*Goal of the exercise*. At the line containing "Annotation task. Give", begin setting down the entries exactly, and stop only after the last line.

*Data excerpts*.
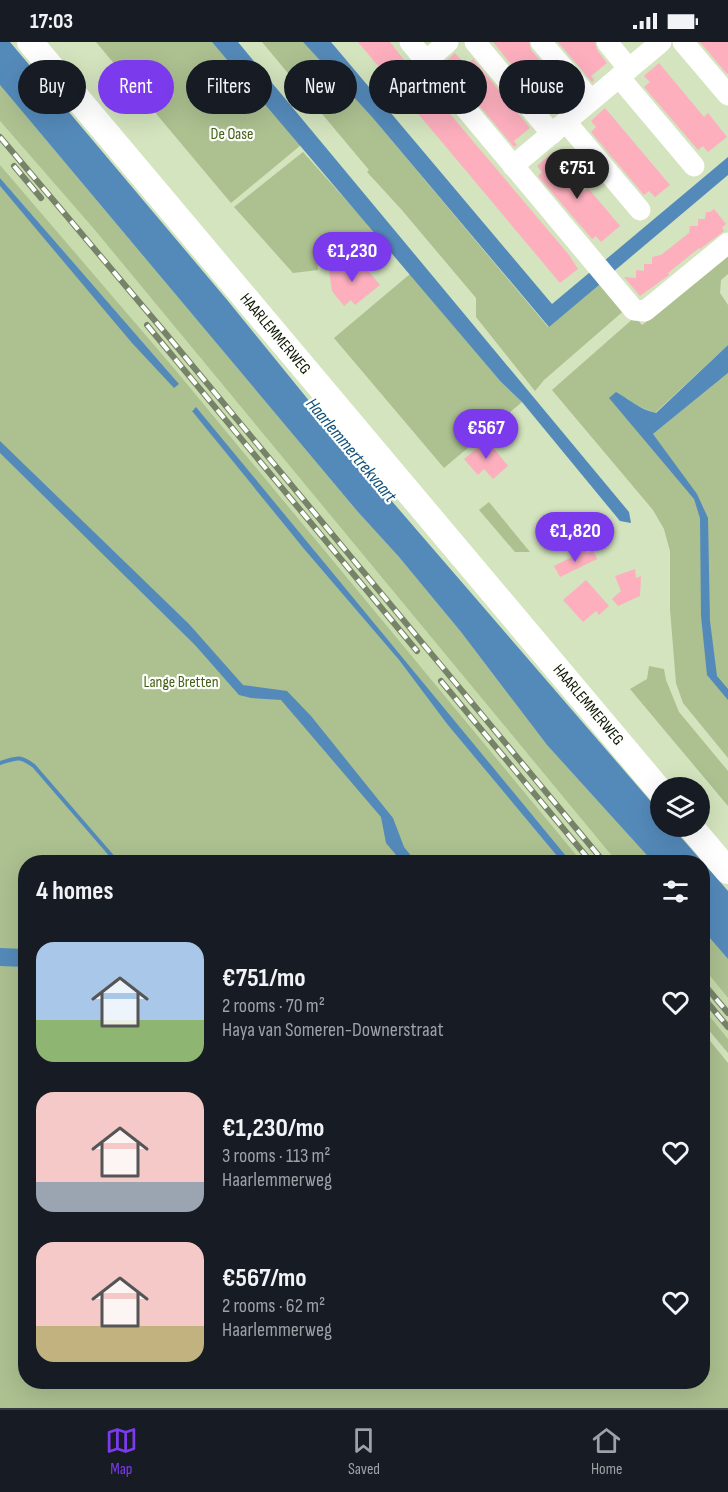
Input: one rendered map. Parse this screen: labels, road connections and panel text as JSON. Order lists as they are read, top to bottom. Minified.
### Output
{"streets":{"main road":["HAARLEMMERWEG"]},"water":["Haarlemmertrekvaart"],"parks":["De Oase","Lange Bretten"],"page":{"status":"17:03","chip":["Buy","Rent","Filters","New","Apartment","House"],"price":["€751","€1,230","€567","€1,820"],"heading":"4 homes","list":[{"name":"€751/mo","note":"2 rooms · 70 m² · Haya van Someren-Downerstraat"},{"name":"€1,230/mo","note":"3 rooms · 113 m² · Haarlemmerweg"},{"name":"€567/mo","note":"2 rooms · 62 m² · Haarlemmerweg"}],"tabs":["Map","Saved","Home"]}}
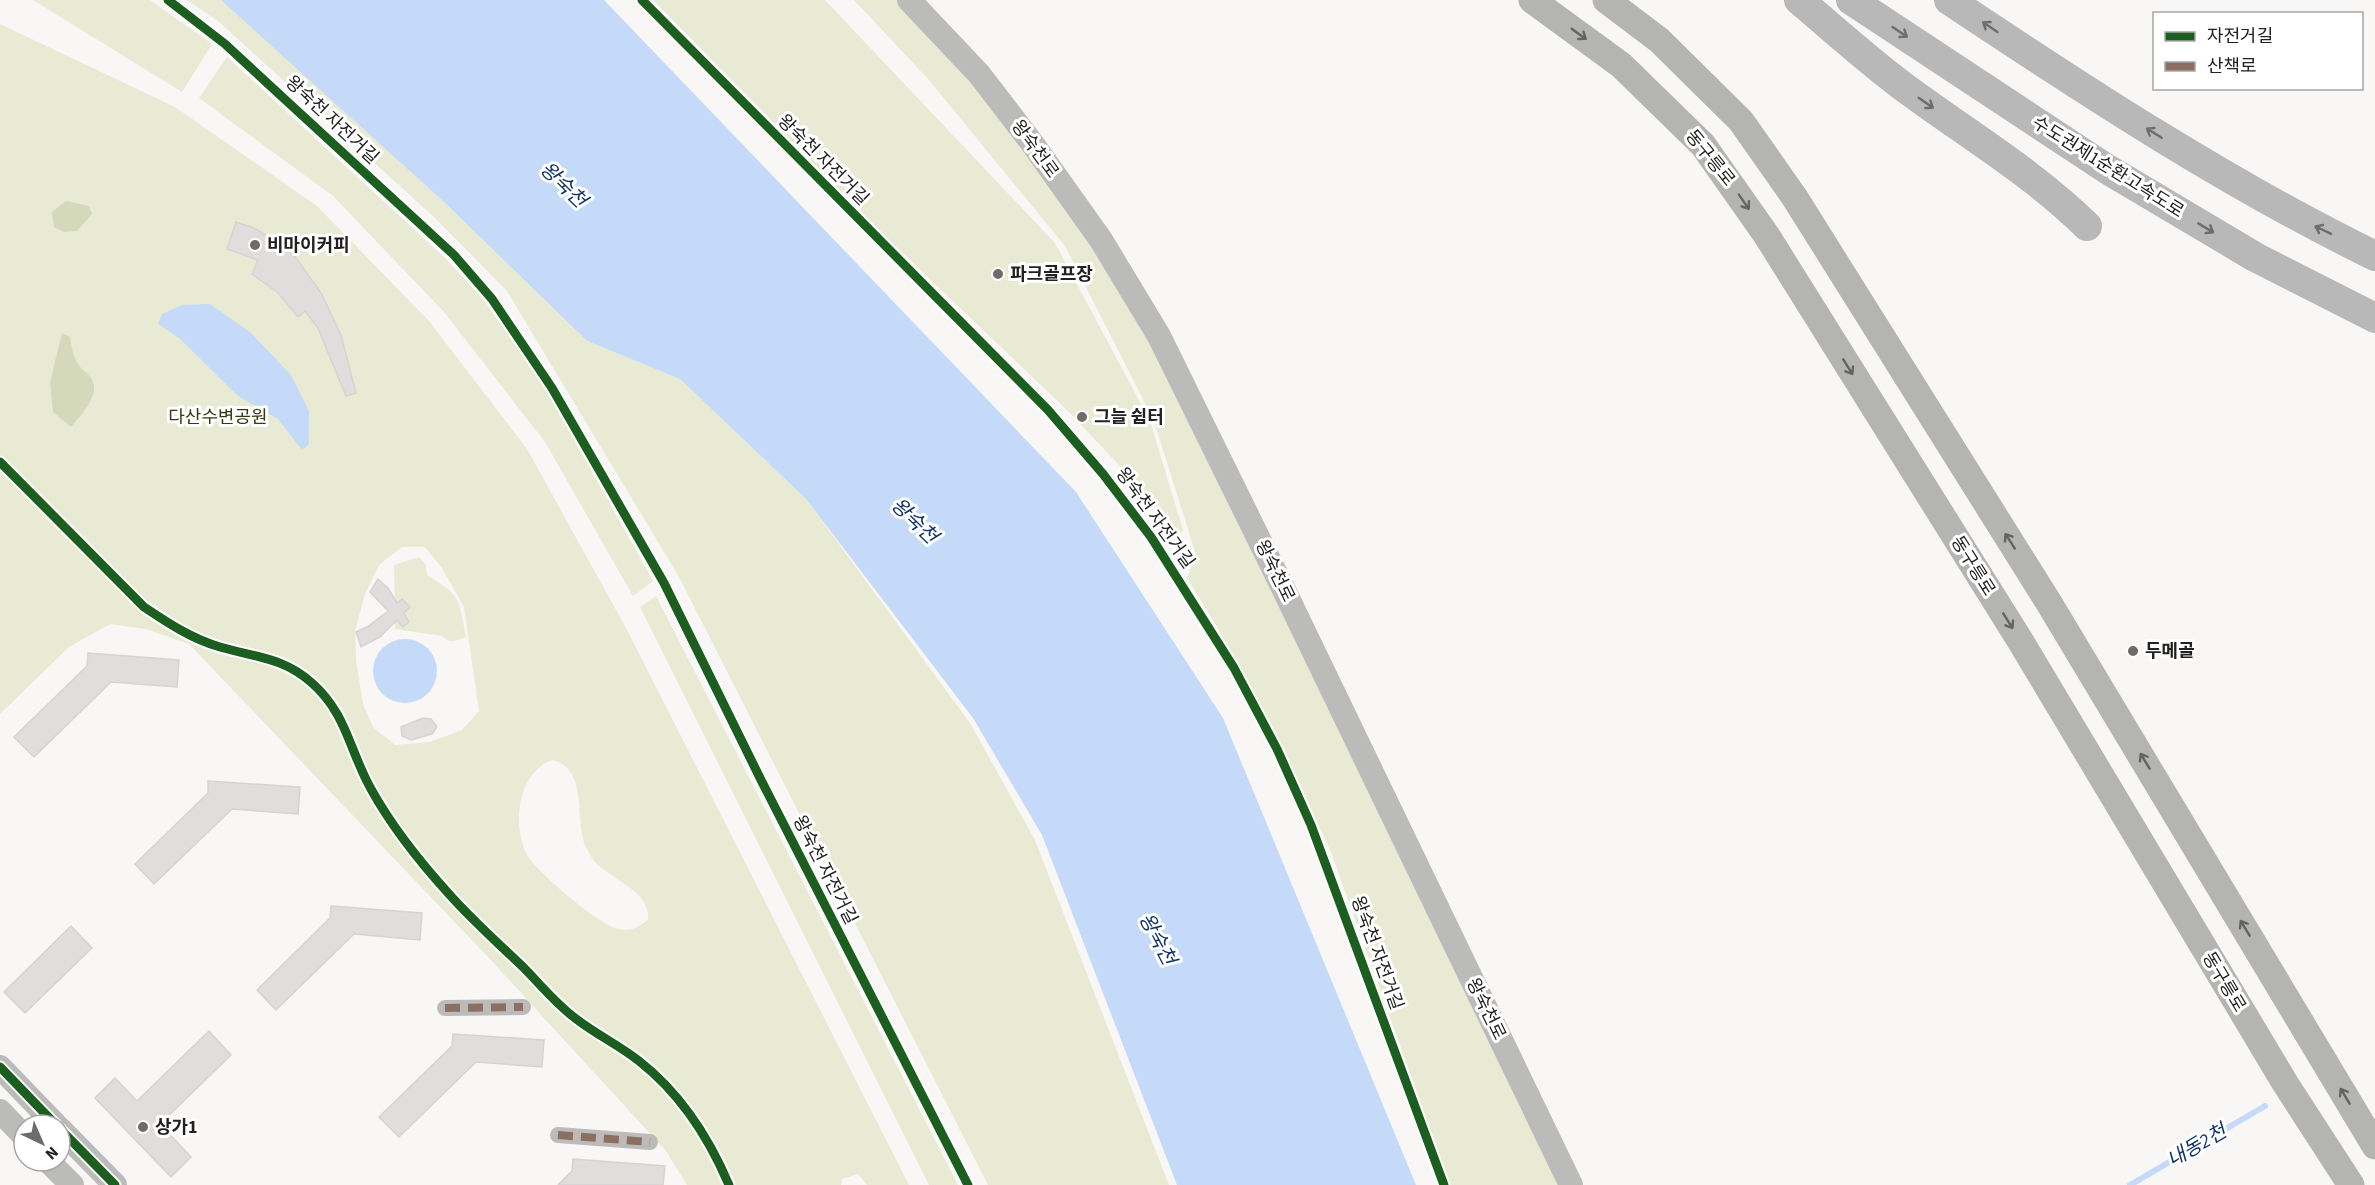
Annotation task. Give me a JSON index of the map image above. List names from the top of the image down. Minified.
{"streets":{"highway":["수도권제1순환고속도로"],"main road":["동구릉로"],"street":["왕숙천로"],"cycle path":["왕숙천 자전거길"]},"water":["왕숙천","내동2천"],"parks":["다산수변공원"],"places":["비마이커피","파크골프장","그늘 쉼터","두메골","상가1"],"legend":["자전거길","산책로"],"north":"bottom right"}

*Task output*.
Annotation task. Give me a JSON index of the map image above. List names from the top of the image down. Minified.
{"streets":{"highway":["수도권제1순환고속도로"],"main road":["동구릉로"],"street":["왕숙천로"],"cycle path":["왕숙천 자전거길"]},"water":["왕숙천","내동2천"],"parks":["다산수변공원"],"places":["비마이커피","파크골프장","그늘 쉼터","두메골","상가1"],"legend":["자전거길","산책로"],"north":"bottom right"}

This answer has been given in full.